- Action item
Using the material that follows, work out how many lines include the word "rotate". Your answer should be that number only.

- Extracted material

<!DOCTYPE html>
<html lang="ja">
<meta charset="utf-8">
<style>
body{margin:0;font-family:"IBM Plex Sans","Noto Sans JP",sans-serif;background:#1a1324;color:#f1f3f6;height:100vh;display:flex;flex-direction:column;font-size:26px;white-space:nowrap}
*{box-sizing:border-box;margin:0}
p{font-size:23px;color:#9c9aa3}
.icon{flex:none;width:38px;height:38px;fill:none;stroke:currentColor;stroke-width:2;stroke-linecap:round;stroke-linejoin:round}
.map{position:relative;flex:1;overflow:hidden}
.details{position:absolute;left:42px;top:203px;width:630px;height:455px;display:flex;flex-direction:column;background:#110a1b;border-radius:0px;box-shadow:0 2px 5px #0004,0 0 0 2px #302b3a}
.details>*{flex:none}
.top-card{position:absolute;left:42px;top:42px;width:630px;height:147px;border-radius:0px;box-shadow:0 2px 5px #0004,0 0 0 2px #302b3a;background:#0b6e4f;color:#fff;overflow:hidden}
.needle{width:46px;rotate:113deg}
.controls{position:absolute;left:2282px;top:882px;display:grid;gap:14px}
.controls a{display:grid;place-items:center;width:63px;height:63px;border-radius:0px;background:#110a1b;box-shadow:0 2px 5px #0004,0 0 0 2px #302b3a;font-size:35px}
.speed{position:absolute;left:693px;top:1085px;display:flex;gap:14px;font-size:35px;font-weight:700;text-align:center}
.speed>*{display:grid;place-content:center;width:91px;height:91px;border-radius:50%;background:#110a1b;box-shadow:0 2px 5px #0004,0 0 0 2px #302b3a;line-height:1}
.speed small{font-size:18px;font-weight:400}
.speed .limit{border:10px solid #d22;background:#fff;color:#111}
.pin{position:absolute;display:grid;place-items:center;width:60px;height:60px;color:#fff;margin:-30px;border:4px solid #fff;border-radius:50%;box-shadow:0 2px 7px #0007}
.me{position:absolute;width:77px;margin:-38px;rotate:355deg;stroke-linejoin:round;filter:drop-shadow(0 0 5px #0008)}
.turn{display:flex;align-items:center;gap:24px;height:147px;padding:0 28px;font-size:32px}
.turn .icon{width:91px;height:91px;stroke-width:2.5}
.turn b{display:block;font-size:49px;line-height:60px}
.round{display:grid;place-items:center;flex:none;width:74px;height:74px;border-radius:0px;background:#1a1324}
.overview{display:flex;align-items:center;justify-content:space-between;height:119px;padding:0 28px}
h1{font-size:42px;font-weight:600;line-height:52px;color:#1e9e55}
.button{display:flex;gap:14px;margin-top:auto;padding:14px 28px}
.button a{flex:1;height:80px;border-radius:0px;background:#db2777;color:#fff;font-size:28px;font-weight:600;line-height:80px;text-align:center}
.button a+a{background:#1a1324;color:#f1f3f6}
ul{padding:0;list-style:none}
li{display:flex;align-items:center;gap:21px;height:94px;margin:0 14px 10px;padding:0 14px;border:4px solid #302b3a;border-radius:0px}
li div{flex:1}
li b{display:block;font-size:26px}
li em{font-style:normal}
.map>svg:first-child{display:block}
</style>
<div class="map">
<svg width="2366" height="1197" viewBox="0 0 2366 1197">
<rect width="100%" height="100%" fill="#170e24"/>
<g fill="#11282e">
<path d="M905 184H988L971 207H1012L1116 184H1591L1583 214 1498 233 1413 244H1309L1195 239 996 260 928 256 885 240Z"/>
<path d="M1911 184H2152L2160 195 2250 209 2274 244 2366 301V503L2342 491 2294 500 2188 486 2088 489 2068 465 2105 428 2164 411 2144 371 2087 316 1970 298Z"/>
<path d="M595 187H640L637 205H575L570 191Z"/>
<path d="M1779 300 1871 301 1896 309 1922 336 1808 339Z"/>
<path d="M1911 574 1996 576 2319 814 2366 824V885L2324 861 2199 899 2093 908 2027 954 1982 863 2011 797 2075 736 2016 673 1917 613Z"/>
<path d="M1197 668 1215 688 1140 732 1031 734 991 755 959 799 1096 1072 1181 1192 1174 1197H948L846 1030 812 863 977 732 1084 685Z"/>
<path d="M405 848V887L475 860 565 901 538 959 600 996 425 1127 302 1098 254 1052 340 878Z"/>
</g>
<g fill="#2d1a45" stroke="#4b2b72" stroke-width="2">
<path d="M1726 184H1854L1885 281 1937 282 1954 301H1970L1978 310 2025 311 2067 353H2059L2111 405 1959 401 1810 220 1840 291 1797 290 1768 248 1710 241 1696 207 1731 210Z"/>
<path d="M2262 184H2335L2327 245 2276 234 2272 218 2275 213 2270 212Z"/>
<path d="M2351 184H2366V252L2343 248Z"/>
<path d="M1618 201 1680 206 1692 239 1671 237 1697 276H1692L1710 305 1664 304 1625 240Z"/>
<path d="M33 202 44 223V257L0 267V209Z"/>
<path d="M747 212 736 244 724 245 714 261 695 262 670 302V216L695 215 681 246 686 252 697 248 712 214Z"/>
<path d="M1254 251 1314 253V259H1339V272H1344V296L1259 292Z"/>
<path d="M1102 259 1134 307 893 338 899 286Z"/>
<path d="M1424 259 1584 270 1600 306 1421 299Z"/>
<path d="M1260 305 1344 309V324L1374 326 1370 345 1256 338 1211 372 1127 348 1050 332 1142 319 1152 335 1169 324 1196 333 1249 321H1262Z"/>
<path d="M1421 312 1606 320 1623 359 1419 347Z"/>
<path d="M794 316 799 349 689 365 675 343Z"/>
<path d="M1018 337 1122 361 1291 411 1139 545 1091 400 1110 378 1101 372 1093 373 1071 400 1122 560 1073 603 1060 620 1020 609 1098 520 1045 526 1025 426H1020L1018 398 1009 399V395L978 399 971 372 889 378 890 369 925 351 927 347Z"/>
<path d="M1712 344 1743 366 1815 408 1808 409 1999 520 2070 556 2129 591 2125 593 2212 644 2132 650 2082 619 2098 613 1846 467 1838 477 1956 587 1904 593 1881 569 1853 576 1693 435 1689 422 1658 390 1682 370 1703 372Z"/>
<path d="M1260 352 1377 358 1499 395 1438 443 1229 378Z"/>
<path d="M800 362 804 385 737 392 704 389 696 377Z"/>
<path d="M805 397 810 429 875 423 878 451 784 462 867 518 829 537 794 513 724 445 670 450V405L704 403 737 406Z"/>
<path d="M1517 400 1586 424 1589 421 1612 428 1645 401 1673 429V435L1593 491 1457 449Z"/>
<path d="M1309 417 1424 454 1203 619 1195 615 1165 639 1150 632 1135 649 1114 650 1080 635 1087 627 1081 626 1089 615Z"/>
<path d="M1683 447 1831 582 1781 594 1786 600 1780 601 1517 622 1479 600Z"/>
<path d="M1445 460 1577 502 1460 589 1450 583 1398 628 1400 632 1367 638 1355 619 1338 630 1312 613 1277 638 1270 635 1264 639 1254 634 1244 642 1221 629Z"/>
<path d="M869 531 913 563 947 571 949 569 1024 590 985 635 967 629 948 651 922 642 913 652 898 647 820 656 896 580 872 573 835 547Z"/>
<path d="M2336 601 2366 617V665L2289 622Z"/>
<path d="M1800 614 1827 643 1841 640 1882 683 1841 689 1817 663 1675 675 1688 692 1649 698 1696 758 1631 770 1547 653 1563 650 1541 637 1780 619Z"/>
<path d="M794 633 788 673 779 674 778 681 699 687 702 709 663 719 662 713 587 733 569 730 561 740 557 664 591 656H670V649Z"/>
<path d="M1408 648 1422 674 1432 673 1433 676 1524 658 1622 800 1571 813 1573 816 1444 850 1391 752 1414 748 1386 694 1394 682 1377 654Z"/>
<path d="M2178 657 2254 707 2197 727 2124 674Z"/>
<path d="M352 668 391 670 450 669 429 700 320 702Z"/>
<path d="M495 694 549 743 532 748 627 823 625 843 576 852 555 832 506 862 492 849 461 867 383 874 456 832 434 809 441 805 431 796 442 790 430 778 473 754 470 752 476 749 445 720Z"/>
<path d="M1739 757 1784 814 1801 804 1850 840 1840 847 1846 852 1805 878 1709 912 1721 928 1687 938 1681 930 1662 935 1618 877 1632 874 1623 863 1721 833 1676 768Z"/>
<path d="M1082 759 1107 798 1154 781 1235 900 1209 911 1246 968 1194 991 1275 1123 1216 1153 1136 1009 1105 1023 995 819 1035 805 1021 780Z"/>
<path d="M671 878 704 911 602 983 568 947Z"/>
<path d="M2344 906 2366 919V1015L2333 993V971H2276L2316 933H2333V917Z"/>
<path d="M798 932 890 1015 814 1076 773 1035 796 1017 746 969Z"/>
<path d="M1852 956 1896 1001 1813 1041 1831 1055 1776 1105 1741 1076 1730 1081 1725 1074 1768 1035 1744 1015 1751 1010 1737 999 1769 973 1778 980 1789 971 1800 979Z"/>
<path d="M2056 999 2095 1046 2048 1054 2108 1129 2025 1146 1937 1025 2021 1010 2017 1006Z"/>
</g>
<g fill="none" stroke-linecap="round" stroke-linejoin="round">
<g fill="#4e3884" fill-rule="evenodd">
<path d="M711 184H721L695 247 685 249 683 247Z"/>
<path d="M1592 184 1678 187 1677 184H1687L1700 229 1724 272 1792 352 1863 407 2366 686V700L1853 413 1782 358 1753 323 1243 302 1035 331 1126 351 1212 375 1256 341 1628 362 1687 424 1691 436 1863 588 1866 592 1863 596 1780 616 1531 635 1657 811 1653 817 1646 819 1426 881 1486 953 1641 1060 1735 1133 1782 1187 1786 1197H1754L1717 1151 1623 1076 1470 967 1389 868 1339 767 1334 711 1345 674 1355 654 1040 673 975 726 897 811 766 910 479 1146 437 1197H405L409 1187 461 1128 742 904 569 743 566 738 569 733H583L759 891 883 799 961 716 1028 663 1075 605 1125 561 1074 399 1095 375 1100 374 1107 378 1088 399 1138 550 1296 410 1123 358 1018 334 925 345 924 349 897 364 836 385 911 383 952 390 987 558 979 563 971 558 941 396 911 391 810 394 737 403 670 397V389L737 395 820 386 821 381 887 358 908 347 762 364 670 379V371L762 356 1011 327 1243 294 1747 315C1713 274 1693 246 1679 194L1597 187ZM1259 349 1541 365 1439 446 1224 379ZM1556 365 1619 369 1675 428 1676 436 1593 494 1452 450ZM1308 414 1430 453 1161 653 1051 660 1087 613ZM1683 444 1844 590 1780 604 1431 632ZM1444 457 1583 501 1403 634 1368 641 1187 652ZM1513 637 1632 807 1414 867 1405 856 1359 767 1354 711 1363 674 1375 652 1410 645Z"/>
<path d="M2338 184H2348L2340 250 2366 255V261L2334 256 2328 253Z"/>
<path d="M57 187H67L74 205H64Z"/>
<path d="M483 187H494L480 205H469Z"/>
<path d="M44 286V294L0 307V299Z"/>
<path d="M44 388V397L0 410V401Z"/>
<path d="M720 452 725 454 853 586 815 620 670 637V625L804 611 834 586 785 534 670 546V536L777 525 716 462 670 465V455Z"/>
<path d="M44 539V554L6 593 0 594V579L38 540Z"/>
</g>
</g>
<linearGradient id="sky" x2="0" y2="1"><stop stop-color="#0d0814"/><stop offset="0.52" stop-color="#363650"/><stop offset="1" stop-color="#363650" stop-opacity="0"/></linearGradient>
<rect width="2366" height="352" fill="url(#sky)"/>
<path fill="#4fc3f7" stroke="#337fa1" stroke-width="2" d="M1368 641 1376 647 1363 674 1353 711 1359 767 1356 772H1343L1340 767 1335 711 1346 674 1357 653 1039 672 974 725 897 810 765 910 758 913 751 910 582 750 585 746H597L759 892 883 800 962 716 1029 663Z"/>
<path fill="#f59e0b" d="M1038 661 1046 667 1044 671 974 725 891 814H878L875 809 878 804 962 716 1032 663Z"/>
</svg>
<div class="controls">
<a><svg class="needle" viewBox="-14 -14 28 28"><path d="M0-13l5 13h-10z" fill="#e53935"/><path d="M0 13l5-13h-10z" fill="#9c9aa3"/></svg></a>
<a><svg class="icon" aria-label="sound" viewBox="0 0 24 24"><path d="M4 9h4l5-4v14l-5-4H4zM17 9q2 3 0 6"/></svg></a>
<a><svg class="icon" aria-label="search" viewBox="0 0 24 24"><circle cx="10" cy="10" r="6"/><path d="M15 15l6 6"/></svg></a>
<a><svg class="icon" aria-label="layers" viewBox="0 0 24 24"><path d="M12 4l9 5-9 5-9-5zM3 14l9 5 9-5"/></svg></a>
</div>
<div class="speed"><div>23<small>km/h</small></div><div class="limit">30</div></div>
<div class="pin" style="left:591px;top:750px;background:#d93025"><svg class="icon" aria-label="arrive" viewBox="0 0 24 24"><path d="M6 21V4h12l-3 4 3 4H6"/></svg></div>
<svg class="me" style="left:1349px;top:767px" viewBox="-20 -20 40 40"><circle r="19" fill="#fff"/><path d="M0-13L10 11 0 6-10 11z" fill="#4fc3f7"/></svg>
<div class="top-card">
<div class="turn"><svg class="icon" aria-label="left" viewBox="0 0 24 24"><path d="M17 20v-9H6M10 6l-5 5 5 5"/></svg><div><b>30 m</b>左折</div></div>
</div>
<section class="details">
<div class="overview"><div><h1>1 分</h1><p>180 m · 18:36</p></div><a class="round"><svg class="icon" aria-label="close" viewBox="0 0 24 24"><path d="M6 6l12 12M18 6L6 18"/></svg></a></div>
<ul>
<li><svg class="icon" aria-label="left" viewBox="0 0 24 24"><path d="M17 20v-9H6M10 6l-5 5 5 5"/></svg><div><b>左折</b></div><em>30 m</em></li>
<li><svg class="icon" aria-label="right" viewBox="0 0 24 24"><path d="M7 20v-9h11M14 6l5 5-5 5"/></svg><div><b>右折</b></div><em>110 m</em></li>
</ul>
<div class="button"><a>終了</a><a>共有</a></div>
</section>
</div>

- Your solution
2